Я был потрясён. Вместо оставшегося в памяти со времён единственной встречи на торгу под стенами Пичай-городка в Мордовии тощего, нищего, прокалённого солнцем, нервного, голодного бродяги, недостоверно изображающего из себя удачливого торговца, передо мной на кошме сидел богато одетый, с увешанными драгоценными "гайками" пальцами, рыхлый, чуть смуглый повелитель орды. Восседал. Источая ауру властности, вельможности. Только глаза остались прежними: быстрый, скачущий взгляд охотника, выискивающего цель, мгновенное замирание, острое вглядывание в возможную добычу, и вновь скольжение вокруг в поисках опасности.

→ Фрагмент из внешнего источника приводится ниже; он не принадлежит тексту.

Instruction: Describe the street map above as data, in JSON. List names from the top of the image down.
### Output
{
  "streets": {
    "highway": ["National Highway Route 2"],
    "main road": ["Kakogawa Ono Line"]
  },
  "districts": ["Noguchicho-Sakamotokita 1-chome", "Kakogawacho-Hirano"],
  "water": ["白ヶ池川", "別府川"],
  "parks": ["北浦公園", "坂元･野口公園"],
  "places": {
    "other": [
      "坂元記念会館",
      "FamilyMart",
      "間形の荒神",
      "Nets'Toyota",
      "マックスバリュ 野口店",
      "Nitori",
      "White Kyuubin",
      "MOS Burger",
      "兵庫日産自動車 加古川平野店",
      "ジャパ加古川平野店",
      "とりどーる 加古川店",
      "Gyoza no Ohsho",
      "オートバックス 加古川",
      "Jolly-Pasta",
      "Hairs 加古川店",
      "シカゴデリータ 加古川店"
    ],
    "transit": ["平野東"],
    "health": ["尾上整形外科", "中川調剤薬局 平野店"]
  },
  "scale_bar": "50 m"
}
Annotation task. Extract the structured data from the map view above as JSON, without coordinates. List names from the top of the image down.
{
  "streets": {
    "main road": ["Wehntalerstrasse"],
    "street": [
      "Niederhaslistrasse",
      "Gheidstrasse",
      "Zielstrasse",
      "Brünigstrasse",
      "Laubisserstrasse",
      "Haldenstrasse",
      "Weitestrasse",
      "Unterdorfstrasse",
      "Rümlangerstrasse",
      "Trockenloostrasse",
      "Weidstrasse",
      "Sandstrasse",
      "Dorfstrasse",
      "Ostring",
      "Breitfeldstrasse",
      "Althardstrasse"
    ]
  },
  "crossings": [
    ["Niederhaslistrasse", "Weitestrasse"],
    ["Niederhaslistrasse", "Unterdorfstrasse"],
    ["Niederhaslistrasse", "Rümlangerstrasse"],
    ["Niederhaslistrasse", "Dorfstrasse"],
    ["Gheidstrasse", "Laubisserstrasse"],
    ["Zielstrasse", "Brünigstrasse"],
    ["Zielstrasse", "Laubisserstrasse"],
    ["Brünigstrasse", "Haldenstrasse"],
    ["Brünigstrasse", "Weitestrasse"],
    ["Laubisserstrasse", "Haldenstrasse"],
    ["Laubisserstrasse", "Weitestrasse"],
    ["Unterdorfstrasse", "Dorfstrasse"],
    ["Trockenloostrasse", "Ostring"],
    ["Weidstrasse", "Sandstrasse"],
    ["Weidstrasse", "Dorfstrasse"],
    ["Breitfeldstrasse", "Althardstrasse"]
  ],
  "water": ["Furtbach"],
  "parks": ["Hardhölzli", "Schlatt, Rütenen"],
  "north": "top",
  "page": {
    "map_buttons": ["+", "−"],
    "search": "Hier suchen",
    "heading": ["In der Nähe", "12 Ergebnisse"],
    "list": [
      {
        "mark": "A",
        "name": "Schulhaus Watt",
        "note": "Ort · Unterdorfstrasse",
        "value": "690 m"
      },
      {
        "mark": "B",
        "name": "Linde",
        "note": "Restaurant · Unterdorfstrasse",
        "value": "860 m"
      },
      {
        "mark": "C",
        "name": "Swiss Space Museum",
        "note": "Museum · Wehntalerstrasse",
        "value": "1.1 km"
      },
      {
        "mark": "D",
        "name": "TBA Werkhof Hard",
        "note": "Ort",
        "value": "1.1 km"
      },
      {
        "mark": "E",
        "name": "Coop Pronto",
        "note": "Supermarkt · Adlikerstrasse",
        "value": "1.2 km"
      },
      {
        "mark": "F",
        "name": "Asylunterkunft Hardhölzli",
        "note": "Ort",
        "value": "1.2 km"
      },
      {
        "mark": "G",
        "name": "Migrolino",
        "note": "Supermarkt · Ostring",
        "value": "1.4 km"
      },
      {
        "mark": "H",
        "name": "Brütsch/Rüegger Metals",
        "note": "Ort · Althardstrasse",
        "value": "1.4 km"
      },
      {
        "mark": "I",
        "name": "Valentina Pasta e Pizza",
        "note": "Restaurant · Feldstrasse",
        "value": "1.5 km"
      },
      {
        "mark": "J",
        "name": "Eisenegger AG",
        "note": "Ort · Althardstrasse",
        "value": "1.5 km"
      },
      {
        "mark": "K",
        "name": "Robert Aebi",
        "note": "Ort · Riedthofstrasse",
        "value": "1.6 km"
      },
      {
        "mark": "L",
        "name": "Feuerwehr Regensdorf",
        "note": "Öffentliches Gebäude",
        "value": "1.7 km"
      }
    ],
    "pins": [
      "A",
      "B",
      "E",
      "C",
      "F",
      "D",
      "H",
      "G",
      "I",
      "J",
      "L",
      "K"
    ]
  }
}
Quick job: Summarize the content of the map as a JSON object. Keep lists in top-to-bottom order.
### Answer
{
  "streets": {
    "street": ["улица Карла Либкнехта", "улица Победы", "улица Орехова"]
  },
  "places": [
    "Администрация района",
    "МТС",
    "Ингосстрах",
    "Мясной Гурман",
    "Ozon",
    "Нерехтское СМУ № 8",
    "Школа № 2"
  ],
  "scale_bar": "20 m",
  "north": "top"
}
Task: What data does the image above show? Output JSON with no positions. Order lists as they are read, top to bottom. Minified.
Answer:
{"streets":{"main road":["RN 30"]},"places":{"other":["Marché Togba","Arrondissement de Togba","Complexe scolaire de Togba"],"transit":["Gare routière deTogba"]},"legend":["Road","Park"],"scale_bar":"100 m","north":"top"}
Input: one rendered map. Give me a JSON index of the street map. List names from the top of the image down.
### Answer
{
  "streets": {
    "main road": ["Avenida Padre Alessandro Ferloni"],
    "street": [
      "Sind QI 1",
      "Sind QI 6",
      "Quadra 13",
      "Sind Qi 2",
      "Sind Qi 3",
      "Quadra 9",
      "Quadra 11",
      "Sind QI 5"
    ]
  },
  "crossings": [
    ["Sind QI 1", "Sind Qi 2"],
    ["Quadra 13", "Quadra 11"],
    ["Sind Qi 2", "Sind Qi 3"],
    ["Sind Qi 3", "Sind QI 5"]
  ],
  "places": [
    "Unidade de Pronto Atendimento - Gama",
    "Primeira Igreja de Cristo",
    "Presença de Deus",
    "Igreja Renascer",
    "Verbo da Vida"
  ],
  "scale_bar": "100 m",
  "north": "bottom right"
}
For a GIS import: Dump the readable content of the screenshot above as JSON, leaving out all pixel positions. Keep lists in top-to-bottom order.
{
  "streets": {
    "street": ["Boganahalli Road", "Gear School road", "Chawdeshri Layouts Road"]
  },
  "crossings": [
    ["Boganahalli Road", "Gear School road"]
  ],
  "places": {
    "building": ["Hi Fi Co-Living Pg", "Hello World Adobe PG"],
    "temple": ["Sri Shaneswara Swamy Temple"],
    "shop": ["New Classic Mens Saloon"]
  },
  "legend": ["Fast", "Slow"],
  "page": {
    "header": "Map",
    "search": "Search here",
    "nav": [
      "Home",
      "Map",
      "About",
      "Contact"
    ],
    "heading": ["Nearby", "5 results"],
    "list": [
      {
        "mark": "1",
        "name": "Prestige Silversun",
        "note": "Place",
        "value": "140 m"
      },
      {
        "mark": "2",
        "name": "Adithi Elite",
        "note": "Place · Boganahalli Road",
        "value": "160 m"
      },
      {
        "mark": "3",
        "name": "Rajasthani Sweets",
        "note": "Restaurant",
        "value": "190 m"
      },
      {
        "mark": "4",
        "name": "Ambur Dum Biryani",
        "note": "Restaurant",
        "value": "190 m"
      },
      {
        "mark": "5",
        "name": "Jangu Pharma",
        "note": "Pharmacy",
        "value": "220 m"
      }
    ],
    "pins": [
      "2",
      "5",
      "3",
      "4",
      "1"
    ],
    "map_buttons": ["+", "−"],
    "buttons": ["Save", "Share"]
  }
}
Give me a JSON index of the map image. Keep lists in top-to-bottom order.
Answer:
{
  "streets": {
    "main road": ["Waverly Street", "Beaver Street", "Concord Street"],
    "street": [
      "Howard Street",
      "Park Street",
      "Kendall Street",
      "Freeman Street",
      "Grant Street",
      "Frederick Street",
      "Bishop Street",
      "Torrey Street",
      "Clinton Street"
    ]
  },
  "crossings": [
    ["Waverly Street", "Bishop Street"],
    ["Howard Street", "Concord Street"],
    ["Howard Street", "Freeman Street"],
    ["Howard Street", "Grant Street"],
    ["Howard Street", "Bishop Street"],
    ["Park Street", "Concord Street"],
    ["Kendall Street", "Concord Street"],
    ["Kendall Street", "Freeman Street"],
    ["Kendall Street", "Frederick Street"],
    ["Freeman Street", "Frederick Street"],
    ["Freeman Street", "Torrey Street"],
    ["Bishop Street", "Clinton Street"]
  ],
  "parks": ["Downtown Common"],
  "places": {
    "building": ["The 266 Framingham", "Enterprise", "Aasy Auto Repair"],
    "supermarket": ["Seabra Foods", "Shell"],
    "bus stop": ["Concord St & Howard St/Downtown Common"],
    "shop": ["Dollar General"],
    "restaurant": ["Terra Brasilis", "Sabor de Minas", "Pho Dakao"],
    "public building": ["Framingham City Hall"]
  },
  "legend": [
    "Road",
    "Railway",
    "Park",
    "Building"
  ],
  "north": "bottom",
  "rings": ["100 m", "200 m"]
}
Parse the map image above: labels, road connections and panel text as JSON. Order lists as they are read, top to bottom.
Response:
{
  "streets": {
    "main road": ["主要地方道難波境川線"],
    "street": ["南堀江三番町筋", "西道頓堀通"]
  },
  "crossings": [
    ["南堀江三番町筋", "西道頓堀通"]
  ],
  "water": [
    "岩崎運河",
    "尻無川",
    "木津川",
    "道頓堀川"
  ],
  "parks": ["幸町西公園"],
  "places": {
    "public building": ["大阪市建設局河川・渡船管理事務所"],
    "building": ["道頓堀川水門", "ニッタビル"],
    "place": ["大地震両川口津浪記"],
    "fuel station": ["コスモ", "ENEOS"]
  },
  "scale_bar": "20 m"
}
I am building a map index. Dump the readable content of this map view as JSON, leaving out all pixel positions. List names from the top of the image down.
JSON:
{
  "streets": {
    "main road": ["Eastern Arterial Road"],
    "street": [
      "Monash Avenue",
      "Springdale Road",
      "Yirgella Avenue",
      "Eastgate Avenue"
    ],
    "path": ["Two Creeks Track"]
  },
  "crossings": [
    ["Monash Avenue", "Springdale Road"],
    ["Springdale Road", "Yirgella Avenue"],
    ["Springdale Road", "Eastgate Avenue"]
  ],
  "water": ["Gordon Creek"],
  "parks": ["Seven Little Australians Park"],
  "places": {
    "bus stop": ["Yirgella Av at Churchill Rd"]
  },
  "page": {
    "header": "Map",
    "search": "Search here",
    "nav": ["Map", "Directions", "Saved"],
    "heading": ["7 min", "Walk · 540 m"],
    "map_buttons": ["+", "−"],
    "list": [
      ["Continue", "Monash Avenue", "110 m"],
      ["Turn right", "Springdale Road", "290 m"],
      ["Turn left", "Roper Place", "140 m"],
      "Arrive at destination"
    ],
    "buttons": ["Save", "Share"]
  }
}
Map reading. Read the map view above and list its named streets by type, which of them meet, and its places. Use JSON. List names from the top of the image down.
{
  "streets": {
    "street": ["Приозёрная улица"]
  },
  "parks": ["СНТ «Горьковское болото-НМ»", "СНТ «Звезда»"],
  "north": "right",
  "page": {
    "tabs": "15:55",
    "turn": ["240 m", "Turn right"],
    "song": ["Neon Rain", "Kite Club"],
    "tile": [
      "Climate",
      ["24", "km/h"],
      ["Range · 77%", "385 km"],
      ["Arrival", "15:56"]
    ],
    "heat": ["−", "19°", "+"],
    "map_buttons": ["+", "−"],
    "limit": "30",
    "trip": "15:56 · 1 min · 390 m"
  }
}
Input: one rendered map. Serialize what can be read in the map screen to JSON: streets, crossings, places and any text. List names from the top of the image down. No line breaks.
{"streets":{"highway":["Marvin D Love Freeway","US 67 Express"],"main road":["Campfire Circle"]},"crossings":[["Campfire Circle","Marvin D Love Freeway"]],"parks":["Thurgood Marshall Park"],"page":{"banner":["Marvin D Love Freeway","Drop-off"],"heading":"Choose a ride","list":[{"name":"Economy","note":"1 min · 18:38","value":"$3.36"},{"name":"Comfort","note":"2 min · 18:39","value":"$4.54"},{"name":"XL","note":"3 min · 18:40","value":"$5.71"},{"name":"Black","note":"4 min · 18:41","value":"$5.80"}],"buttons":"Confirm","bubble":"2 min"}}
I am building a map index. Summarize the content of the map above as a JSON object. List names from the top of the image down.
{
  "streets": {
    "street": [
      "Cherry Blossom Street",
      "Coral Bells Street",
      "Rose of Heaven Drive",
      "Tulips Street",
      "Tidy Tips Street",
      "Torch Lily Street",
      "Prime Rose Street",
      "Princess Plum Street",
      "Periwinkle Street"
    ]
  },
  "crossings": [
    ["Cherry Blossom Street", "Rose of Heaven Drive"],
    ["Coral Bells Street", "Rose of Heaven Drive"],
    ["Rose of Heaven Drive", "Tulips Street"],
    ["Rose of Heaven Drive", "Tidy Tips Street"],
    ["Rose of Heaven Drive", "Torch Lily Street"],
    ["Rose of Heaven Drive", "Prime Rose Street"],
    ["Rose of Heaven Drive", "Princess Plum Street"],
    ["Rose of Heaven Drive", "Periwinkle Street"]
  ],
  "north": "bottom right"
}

Тогда я искал человека для непростого дела. Мне повезло — я нашёл Куджу. И ему повезло — я дал ему шанс. Шанс стать чем-то. Выглядывая подходящего человека на торжище, я совершенно не думал о дальнейшей судьбе "похитителя принца Мордовии". Лишь бы сделал и не болтал. Интуиция выбрала не просто успешного людолова, а "персонаж с перспективами".
Исполнив заказ, получив серебро, Куджа не кинулся пропивать или хвастать, а аккуратно проехался по соседним ордам, прикупая скот, навестил городки порубежья, запасся хлебом и осенью ушёл на Волгу в тамошнюю орду. Серебро он тратил осторожно, создав себе славу человека обеспеченного, но прижимистого. Зимой, после разгрома Башкорда и его орды, часть кошей кинулась по его следам. Он оказался первым в этом потоке "выскочивших из под топора". Что принесло ему славу прозорливого вождя. Куджа помогал беглецам. Что создало ему славу человека отзывчивого, заботящегося о народе. Через год он стал куренным. "Аепа".
Наша тогдашняя встреча произвела на него впечатление. Он узнал — куда надо смотреть.
Мои интересы на Волге затрагивали всё больше людей, не была исключением и Приволжская орда. Хан думал по-старому, "как с дедов-прадедов", а Куджа знал, чётко ощущал новизну и опасность, исходящие от меня. Ему снова пришлось бежать — дальше на юг.
Грузинские летописи пишут о "дербентских кипчаках", Куджа говорил — Терки, теркская орда.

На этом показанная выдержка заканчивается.